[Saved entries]
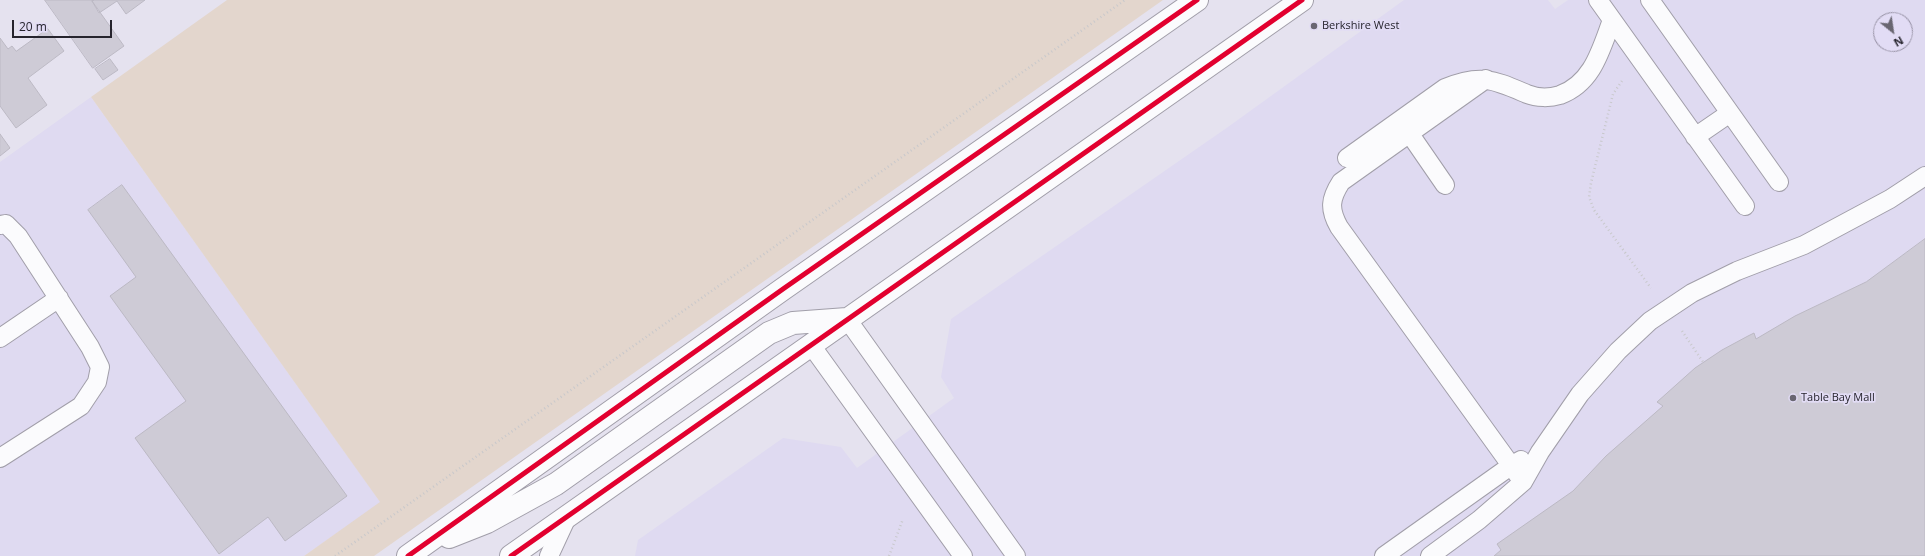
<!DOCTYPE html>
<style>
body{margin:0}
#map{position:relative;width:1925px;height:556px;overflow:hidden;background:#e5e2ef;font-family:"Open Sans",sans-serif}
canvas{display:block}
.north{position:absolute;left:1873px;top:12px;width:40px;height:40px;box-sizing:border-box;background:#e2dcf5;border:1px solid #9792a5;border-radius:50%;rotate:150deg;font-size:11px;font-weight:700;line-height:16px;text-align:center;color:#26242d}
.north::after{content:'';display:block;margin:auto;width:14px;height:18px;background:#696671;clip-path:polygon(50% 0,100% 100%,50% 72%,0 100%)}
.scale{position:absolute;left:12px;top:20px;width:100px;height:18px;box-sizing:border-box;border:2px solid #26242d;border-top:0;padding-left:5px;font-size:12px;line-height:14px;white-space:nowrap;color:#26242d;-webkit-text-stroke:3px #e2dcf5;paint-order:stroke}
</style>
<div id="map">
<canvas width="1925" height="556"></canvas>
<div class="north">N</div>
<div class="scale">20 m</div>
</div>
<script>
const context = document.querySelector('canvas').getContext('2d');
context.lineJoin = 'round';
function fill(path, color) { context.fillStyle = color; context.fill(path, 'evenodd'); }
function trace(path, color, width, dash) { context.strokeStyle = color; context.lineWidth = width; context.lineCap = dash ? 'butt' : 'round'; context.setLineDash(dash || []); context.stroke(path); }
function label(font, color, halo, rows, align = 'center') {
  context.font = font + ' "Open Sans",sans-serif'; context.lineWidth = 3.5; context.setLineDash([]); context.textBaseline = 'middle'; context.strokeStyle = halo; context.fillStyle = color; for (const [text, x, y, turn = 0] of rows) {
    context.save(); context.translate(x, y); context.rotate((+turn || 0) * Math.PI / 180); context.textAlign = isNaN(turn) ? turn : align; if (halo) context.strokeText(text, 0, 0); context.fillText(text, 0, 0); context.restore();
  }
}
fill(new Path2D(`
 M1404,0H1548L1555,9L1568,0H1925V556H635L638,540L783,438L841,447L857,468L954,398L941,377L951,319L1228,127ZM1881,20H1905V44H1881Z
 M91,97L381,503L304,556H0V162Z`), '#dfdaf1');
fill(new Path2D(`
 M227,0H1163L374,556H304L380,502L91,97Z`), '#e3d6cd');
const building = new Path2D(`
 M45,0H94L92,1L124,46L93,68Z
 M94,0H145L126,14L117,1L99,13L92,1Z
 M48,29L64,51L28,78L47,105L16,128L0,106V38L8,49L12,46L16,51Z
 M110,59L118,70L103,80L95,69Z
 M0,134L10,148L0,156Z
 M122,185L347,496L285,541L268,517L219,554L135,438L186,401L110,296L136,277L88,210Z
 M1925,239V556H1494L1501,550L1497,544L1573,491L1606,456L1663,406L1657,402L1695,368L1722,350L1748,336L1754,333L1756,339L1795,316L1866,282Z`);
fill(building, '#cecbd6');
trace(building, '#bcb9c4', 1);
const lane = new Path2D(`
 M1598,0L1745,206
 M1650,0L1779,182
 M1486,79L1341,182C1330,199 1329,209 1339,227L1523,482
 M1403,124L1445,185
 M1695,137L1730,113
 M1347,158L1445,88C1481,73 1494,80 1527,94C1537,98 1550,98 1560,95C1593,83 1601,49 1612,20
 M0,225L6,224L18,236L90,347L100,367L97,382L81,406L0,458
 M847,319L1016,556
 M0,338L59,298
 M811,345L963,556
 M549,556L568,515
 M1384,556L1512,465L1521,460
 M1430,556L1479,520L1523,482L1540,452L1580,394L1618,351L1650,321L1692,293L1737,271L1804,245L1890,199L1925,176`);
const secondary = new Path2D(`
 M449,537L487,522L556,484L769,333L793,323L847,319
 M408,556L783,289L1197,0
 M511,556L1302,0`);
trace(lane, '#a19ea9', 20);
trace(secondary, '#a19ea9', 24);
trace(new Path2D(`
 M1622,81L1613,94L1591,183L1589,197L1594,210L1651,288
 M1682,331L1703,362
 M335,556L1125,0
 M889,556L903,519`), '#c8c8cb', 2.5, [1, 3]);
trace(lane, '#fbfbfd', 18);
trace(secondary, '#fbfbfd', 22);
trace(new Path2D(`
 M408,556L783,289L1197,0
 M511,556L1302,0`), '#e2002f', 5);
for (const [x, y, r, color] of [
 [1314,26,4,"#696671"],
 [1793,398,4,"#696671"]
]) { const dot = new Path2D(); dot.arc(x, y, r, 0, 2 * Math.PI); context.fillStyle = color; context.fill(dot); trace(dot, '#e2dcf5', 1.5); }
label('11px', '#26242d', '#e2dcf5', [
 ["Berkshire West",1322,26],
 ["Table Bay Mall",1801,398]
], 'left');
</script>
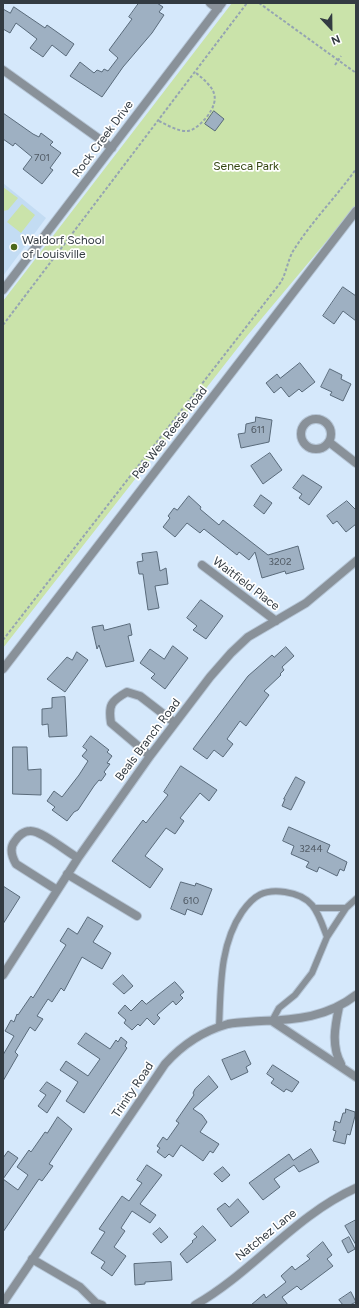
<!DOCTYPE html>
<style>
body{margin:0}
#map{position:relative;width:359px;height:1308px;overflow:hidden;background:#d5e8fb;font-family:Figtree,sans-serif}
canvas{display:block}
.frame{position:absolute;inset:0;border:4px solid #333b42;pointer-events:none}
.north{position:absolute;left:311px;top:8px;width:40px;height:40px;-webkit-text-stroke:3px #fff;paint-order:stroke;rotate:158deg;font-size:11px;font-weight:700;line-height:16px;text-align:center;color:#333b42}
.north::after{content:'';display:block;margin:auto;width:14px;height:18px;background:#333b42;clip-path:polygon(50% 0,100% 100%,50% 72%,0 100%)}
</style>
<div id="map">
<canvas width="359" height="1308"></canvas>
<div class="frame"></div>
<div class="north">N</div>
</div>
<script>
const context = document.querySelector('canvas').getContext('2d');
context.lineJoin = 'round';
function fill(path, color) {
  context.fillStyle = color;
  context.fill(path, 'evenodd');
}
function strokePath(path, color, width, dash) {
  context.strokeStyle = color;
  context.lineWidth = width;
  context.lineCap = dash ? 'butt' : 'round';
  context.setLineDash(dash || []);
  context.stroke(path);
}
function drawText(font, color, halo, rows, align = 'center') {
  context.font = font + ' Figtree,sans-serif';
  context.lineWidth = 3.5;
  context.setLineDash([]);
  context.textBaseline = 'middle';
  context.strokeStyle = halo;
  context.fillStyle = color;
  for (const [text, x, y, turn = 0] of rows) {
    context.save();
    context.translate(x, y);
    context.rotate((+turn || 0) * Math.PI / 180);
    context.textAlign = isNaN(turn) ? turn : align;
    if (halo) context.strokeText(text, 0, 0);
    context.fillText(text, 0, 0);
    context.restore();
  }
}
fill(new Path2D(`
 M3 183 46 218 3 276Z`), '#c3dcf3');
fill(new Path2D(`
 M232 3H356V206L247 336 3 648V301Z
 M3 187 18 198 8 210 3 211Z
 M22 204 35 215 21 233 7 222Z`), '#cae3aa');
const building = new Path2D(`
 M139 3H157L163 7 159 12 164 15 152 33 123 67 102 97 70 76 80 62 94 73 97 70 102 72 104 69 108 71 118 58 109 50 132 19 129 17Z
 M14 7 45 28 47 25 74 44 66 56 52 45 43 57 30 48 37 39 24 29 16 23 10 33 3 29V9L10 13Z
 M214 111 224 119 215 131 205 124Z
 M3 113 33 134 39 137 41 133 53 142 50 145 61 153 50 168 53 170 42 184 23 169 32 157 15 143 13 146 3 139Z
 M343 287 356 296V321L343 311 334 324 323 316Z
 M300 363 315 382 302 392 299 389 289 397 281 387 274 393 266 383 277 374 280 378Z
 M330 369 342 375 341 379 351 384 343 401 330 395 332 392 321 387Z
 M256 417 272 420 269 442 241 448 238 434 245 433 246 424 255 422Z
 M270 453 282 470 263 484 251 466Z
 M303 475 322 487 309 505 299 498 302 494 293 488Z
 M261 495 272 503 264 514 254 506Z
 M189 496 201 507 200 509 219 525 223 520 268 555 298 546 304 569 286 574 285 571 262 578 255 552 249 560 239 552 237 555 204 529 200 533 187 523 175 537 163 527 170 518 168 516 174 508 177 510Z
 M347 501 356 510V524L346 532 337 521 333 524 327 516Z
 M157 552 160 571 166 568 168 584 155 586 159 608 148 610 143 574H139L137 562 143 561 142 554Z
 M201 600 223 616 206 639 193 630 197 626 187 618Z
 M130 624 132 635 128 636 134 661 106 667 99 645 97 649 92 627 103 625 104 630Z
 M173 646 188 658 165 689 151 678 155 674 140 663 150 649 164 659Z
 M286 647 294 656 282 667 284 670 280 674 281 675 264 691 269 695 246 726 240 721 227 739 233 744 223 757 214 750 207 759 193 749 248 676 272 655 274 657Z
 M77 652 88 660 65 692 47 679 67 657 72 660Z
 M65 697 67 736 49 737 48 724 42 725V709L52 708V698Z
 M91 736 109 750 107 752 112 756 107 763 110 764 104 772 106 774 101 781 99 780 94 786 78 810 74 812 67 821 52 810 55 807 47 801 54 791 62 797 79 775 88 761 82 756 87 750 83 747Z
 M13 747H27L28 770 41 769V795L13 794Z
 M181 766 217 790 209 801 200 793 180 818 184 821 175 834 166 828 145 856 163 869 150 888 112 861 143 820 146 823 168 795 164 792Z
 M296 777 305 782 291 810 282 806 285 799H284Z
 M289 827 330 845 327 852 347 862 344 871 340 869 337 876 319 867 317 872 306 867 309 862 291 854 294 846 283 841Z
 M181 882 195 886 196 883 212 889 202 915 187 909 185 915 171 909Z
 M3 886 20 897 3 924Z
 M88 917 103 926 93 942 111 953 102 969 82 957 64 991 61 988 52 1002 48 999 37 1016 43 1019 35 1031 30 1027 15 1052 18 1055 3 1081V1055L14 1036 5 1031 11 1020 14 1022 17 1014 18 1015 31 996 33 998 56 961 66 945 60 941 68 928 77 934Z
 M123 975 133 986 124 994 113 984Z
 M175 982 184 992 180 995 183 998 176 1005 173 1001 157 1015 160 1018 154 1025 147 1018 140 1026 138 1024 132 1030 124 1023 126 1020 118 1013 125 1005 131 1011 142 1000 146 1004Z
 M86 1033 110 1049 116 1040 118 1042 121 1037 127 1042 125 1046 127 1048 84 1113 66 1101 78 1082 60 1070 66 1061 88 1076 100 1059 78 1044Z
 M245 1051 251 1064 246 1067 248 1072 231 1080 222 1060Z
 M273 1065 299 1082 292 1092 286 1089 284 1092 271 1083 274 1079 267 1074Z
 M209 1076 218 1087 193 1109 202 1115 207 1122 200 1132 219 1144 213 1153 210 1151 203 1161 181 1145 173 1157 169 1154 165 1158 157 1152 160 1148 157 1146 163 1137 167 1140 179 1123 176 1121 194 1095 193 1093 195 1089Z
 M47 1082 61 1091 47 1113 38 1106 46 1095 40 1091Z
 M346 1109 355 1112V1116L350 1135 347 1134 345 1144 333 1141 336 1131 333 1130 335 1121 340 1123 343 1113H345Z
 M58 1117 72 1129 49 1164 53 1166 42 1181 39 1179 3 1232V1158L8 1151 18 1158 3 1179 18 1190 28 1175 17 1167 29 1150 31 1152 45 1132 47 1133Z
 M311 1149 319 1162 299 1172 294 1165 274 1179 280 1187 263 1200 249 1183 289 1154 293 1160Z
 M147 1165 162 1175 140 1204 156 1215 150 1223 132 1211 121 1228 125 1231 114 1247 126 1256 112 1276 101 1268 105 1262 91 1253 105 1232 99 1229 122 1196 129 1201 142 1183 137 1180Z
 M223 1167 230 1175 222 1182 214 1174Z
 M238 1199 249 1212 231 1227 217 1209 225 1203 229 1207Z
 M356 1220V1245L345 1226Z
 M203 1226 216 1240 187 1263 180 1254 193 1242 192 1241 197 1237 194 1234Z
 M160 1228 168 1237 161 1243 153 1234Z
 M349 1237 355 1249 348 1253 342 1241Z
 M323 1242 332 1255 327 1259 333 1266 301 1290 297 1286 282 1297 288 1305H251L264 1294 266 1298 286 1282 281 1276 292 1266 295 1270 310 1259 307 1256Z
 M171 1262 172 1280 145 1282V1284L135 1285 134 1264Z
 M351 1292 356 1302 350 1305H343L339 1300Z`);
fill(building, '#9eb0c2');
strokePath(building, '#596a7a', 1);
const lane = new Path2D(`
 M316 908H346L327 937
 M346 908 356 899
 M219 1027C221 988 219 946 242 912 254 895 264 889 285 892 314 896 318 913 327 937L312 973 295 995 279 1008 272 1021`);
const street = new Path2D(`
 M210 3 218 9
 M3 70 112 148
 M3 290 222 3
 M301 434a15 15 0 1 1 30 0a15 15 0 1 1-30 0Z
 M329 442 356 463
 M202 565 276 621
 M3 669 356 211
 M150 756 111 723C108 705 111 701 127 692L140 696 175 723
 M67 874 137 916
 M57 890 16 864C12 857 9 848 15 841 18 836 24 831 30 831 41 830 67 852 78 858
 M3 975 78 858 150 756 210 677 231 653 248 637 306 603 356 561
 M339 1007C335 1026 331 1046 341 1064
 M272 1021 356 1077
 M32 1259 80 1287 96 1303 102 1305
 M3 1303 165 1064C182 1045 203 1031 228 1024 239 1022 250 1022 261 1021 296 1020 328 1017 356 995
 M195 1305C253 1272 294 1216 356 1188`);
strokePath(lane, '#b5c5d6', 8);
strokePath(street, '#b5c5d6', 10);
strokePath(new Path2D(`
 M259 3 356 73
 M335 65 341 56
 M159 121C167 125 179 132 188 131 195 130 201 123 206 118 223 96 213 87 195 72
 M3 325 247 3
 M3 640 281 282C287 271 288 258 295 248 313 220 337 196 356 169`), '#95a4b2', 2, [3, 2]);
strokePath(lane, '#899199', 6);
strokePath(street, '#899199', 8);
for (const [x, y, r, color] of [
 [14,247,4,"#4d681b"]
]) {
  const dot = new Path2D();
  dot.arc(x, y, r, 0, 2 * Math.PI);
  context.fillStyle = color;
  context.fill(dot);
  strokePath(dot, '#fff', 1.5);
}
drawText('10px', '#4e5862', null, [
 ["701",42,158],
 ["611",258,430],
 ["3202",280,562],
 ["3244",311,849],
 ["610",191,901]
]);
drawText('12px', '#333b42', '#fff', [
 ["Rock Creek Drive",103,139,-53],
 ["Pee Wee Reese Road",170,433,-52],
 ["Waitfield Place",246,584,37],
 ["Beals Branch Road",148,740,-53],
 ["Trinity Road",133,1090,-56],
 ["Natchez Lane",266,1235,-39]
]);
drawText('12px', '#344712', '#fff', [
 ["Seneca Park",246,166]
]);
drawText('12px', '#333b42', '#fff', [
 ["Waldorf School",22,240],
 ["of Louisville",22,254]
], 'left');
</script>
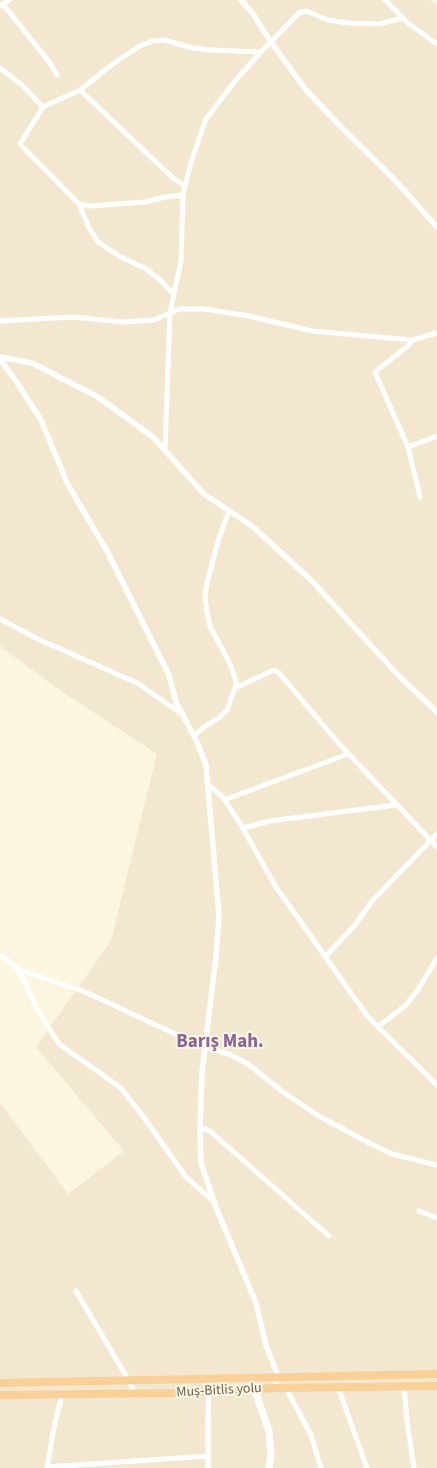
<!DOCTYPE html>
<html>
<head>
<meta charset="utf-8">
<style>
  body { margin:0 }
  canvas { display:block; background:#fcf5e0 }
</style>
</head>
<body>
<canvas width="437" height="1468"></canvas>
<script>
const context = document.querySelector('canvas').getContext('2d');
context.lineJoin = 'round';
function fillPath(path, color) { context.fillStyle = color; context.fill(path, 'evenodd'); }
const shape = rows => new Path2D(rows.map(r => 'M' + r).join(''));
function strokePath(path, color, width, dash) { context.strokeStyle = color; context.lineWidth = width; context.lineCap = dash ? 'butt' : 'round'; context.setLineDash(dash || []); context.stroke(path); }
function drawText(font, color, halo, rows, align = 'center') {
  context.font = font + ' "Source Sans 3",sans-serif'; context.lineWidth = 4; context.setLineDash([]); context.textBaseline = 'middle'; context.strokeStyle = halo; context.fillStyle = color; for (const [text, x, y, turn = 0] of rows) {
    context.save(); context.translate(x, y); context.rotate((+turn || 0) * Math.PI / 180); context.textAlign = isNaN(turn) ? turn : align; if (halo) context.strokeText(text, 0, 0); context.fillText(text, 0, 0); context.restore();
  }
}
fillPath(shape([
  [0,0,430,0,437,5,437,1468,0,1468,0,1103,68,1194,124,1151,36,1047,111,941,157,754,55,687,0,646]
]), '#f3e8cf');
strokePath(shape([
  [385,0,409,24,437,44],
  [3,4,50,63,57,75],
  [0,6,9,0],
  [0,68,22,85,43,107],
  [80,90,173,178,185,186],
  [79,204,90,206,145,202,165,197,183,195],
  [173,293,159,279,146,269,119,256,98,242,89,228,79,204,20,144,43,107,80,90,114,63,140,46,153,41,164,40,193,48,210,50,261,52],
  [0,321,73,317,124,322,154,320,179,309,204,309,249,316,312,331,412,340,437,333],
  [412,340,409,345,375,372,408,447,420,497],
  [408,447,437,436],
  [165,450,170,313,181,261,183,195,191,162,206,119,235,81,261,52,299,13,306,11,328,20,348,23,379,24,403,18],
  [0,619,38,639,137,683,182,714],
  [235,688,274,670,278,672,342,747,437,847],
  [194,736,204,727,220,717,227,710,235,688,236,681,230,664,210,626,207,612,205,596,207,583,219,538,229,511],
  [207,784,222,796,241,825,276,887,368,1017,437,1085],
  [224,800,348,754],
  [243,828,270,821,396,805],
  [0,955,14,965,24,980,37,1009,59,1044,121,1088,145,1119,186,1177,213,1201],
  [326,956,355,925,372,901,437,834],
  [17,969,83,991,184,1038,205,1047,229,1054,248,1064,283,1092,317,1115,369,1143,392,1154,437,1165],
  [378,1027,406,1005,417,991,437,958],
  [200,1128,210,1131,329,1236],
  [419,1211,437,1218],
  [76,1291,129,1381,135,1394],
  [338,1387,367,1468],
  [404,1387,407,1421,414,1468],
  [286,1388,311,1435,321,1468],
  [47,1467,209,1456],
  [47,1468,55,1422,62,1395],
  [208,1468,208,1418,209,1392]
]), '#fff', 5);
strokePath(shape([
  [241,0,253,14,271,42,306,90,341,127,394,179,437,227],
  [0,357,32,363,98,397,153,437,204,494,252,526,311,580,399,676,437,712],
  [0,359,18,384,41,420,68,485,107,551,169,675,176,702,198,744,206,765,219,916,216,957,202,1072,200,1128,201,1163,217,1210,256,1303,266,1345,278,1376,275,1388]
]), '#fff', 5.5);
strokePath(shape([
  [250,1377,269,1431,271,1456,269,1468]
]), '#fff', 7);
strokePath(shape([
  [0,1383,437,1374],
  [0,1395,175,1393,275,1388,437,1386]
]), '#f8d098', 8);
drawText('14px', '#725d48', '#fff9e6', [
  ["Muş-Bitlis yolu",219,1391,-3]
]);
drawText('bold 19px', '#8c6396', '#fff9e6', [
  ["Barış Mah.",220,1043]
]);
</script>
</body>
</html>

● **Exercise aim**:
The lines holding the word "lineWidth" are the answer. Pull them out of the records and copy them.

● **Output below**:
function trace(path, color, width, dash) { context.strokeStyle = color; context.lineWidth = width; context.lineCap = dash ? 'butt' : 'round'; context.setLineDash(dash || []); context.stroke(path); }
  context.font = font + ' "Open Sans",sans-serif'; context.lineWidth = 3.5; context.setLineDash([]); context.textBaseline = 'middle'; context.strokeStyle = halo; context.fillStyle = color; for (const [text, x, y, turn = 0] of rows) {
  context.lineWidth = width;
  context.lineWidth = 3.5;
function strokePath(path, color, width, dash) { context.strokeStyle = color; context.lineWidth = width; context.lineCap = dash ? 'butt' : 'round'; context.setLineDash(dash || []); context.stroke(path); }
  context.font = font + ' "Source Sans 3",sans-serif'; context.lineWidth = 4; context.setLineDash([]); context.textBaseline = 'middle'; context.strokeStyle = halo; context.fillStyle = color; for (const [text, x, y, turn = 0] of rows) {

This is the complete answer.